Task instructions: Restate word for word, and only, the lines that extend from the line containing "Serialize what can" through the end of the records below.

++++

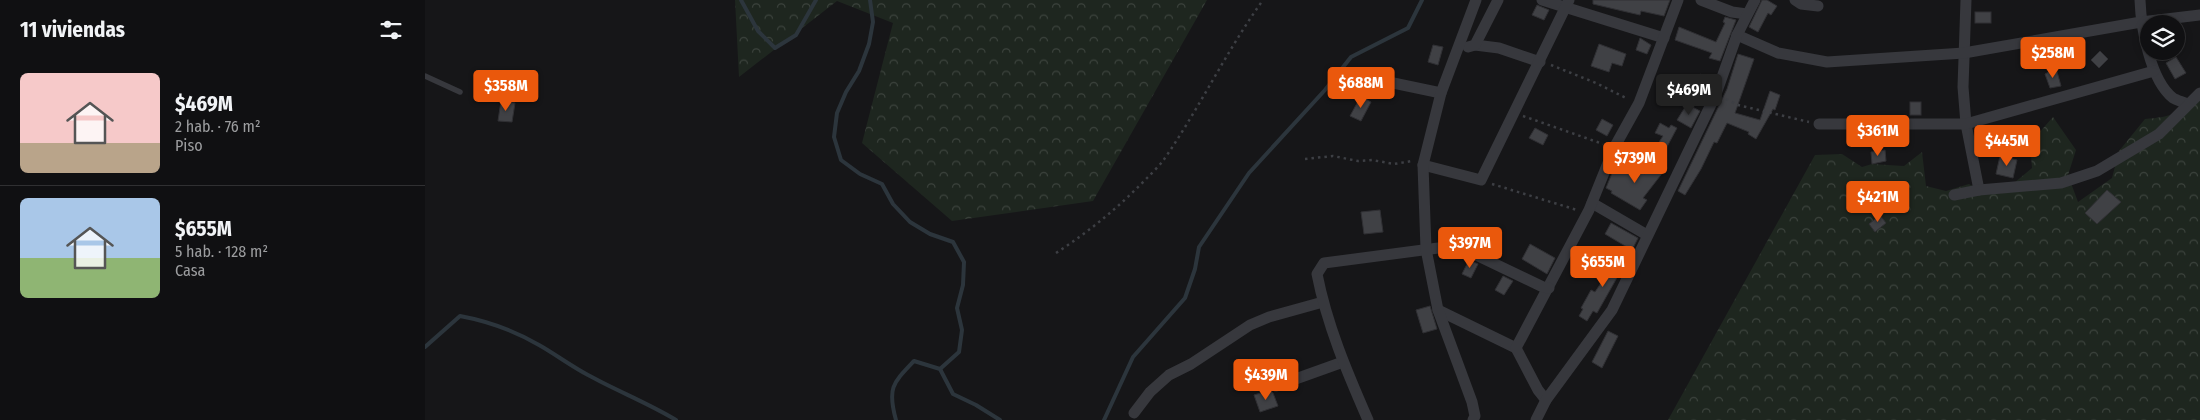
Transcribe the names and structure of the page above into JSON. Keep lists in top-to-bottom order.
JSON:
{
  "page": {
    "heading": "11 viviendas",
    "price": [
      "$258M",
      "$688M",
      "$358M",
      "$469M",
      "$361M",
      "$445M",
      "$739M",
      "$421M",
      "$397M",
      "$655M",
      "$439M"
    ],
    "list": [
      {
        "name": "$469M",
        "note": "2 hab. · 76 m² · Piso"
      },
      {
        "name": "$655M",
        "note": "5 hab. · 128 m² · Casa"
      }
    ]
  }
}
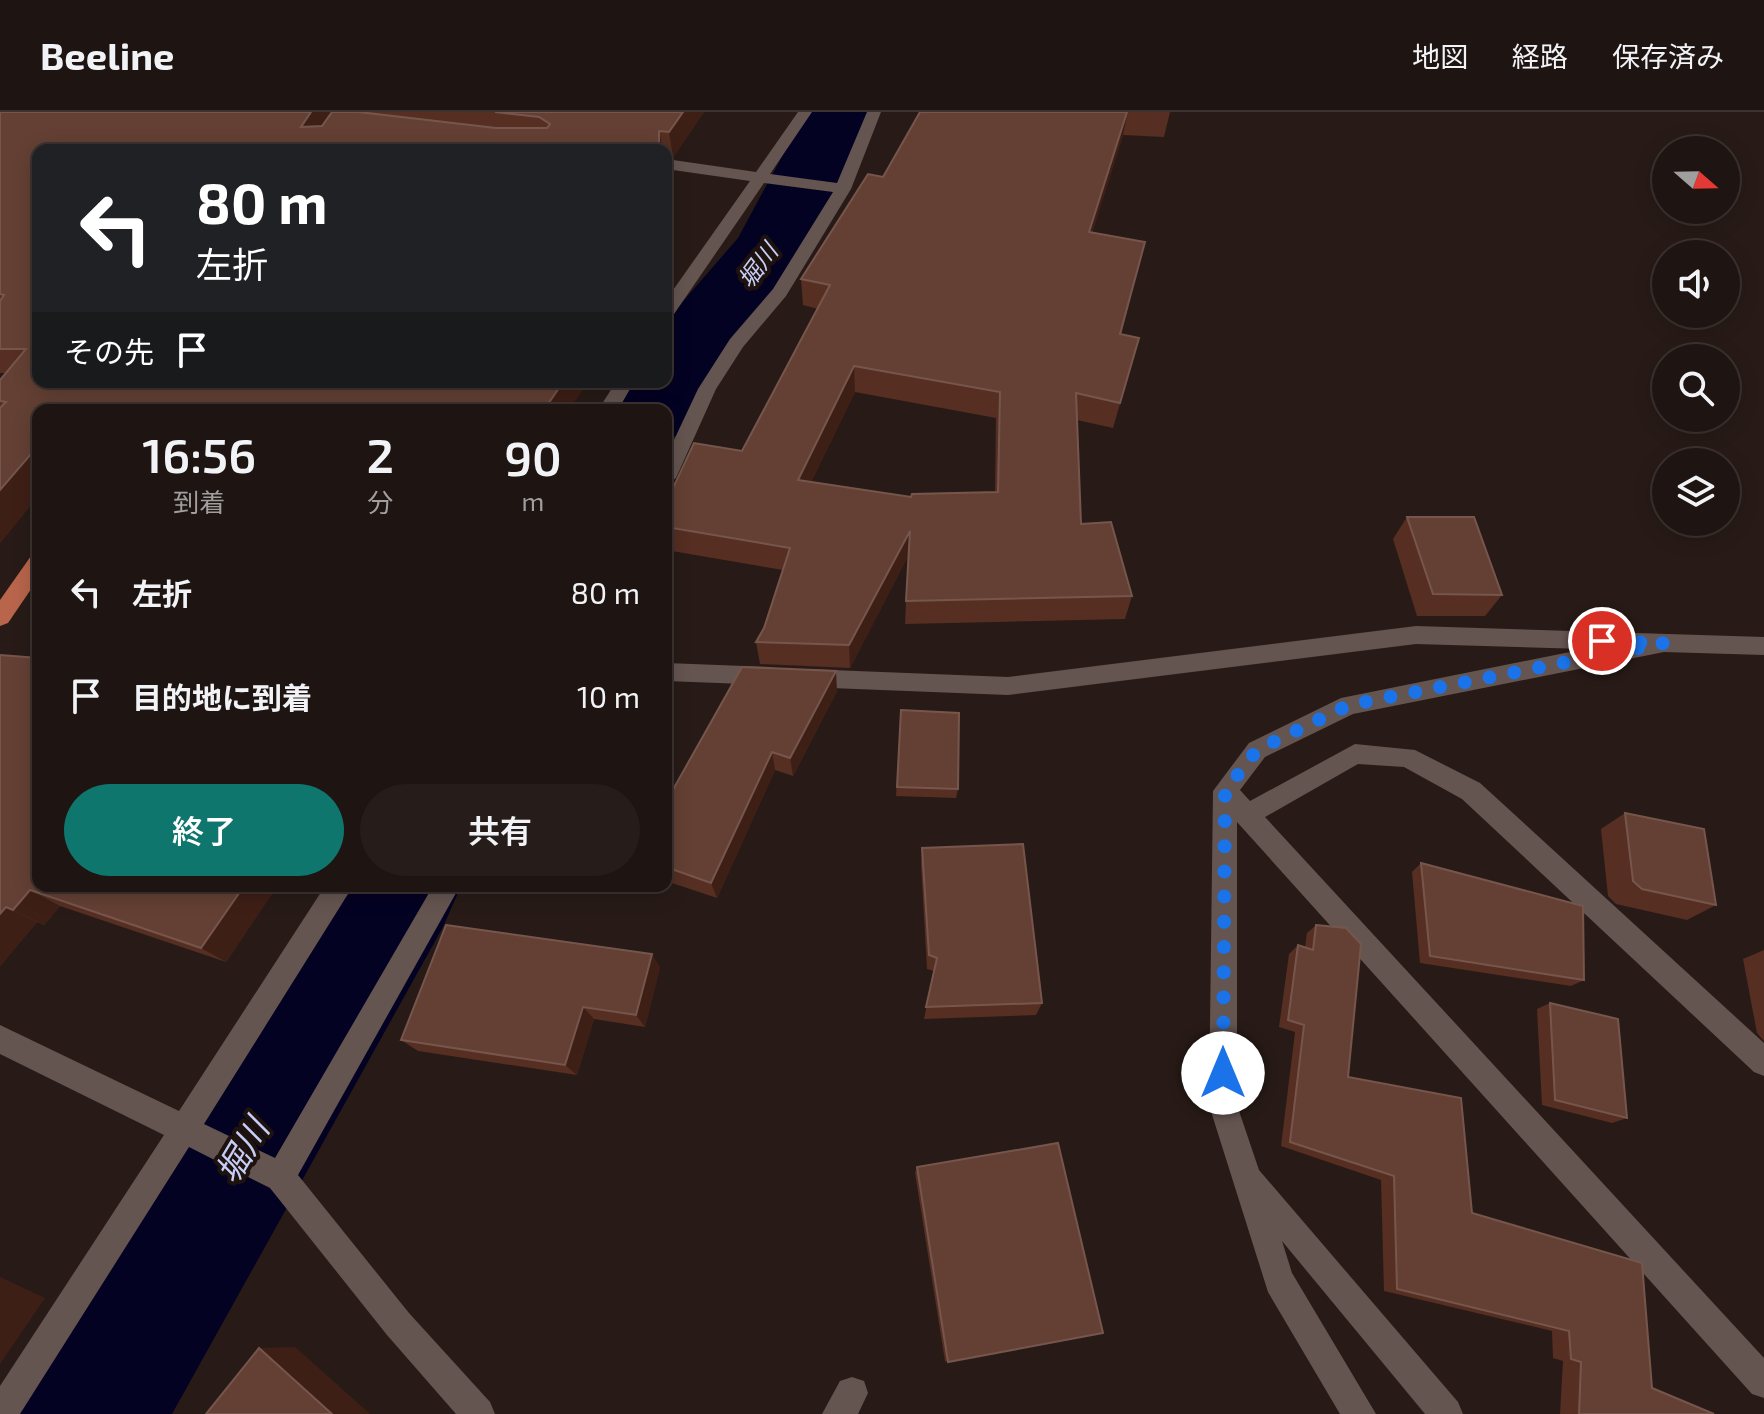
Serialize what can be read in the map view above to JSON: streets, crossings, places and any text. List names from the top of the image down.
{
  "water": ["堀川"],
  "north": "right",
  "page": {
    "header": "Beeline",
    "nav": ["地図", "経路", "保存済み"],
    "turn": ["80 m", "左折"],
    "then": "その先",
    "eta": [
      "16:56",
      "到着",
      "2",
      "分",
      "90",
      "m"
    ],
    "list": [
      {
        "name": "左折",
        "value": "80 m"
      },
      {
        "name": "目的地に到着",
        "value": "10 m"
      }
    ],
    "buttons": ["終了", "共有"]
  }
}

++++

Task result:
Serialize what can be read in the map view above to JSON: streets, crossings, places and any text. List names from the top of the image down.
{
  "water": ["堀川"],
  "north": "right",
  "page": {
    "header": "Beeline",
    "nav": ["地図", "経路", "保存済み"],
    "turn": ["80 m", "左折"],
    "then": "その先",
    "eta": [
      "16:56",
      "到着",
      "2",
      "分",
      "90",
      "m"
    ],
    "list": [
      {
        "name": "左折",
        "value": "80 m"
      },
      {
        "name": "目的地に到着",
        "value": "10 m"
      }
    ],
    "buttons": ["終了", "共有"]
  }
}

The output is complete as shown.